Exercise material:
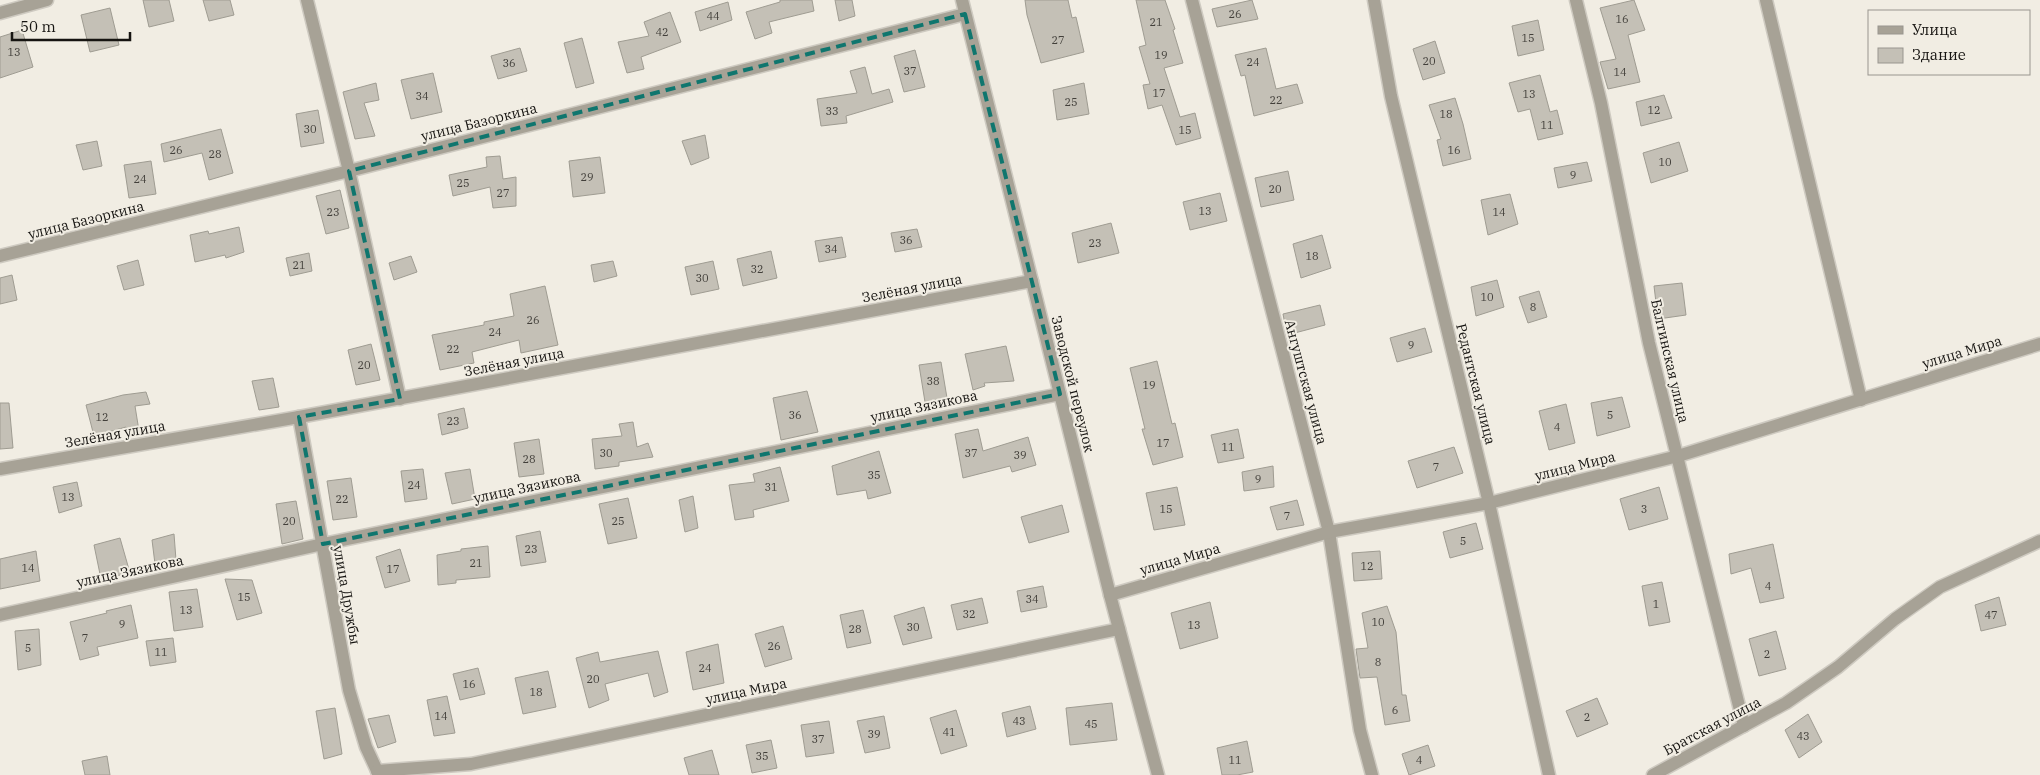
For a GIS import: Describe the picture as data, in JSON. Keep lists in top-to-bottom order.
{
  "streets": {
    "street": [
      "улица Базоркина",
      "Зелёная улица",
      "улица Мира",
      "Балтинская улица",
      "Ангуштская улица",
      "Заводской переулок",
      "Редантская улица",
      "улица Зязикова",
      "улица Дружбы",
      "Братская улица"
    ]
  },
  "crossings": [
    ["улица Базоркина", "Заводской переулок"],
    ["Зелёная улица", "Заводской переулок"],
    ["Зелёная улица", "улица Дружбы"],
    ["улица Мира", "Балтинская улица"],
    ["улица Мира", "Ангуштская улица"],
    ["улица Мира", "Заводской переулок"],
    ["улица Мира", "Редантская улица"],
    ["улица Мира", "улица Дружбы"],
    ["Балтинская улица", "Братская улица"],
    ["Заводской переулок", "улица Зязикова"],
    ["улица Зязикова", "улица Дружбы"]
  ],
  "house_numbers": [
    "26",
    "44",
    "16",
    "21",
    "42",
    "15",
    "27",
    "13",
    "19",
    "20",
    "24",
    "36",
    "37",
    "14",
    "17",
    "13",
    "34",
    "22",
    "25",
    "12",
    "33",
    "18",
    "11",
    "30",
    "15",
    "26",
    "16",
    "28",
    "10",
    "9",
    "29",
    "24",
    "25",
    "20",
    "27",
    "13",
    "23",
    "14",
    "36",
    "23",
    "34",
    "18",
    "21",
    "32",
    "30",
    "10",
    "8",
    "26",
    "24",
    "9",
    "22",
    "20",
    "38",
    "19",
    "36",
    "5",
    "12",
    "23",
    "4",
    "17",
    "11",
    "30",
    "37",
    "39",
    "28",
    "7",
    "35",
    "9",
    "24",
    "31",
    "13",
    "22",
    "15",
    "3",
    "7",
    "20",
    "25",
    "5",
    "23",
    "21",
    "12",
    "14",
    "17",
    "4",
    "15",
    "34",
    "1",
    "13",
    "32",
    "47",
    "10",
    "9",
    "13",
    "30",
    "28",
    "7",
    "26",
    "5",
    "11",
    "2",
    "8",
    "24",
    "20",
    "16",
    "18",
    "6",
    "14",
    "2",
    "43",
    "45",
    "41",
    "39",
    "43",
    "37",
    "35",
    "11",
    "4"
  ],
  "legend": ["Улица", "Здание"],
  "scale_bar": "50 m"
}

Task to carry out: From the first line to the last, repeat the data above exactly and leave the pictures out.

Response to the exercise:
For a GIS import: Describe the picture as data, in JSON. Keep lists in top-to-bottom order.
{
  "streets": {
    "street": [
      "улица Базоркина",
      "Зелёная улица",
      "улица Мира",
      "Балтинская улица",
      "Ангуштская улица",
      "Заводской переулок",
      "Редантская улица",
      "улица Зязикова",
      "улица Дружбы",
      "Братская улица"
    ]
  },
  "crossings": [
    ["улица Базоркина", "Заводской переулок"],
    ["Зелёная улица", "Заводской переулок"],
    ["Зелёная улица", "улица Дружбы"],
    ["улица Мира", "Балтинская улица"],
    ["улица Мира", "Ангуштская улица"],
    ["улица Мира", "Заводской переулок"],
    ["улица Мира", "Редантская улица"],
    ["улица Мира", "улица Дружбы"],
    ["Балтинская улица", "Братская улица"],
    ["Заводской переулок", "улица Зязикова"],
    ["улица Зязикова", "улица Дружбы"]
  ],
  "house_numbers": [
    "26",
    "44",
    "16",
    "21",
    "42",
    "15",
    "27",
    "13",
    "19",
    "20",
    "24",
    "36",
    "37",
    "14",
    "17",
    "13",
    "34",
    "22",
    "25",
    "12",
    "33",
    "18",
    "11",
    "30",
    "15",
    "26",
    "16",
    "28",
    "10",
    "9",
    "29",
    "24",
    "25",
    "20",
    "27",
    "13",
    "23",
    "14",
    "36",
    "23",
    "34",
    "18",
    "21",
    "32",
    "30",
    "10",
    "8",
    "26",
    "24",
    "9",
    "22",
    "20",
    "38",
    "19",
    "36",
    "5",
    "12",
    "23",
    "4",
    "17",
    "11",
    "30",
    "37",
    "39",
    "28",
    "7",
    "35",
    "9",
    "24",
    "31",
    "13",
    "22",
    "15",
    "3",
    "7",
    "20",
    "25",
    "5",
    "23",
    "21",
    "12",
    "14",
    "17",
    "4",
    "15",
    "34",
    "1",
    "13",
    "32",
    "47",
    "10",
    "9",
    "13",
    "30",
    "28",
    "7",
    "26",
    "5",
    "11",
    "2",
    "8",
    "24",
    "20",
    "16",
    "18",
    "6",
    "14",
    "2",
    "43",
    "45",
    "41",
    "39",
    "43",
    "37",
    "35",
    "11",
    "4"
  ],
  "legend": ["Улица", "Здание"],
  "scale_bar": "50 m"
}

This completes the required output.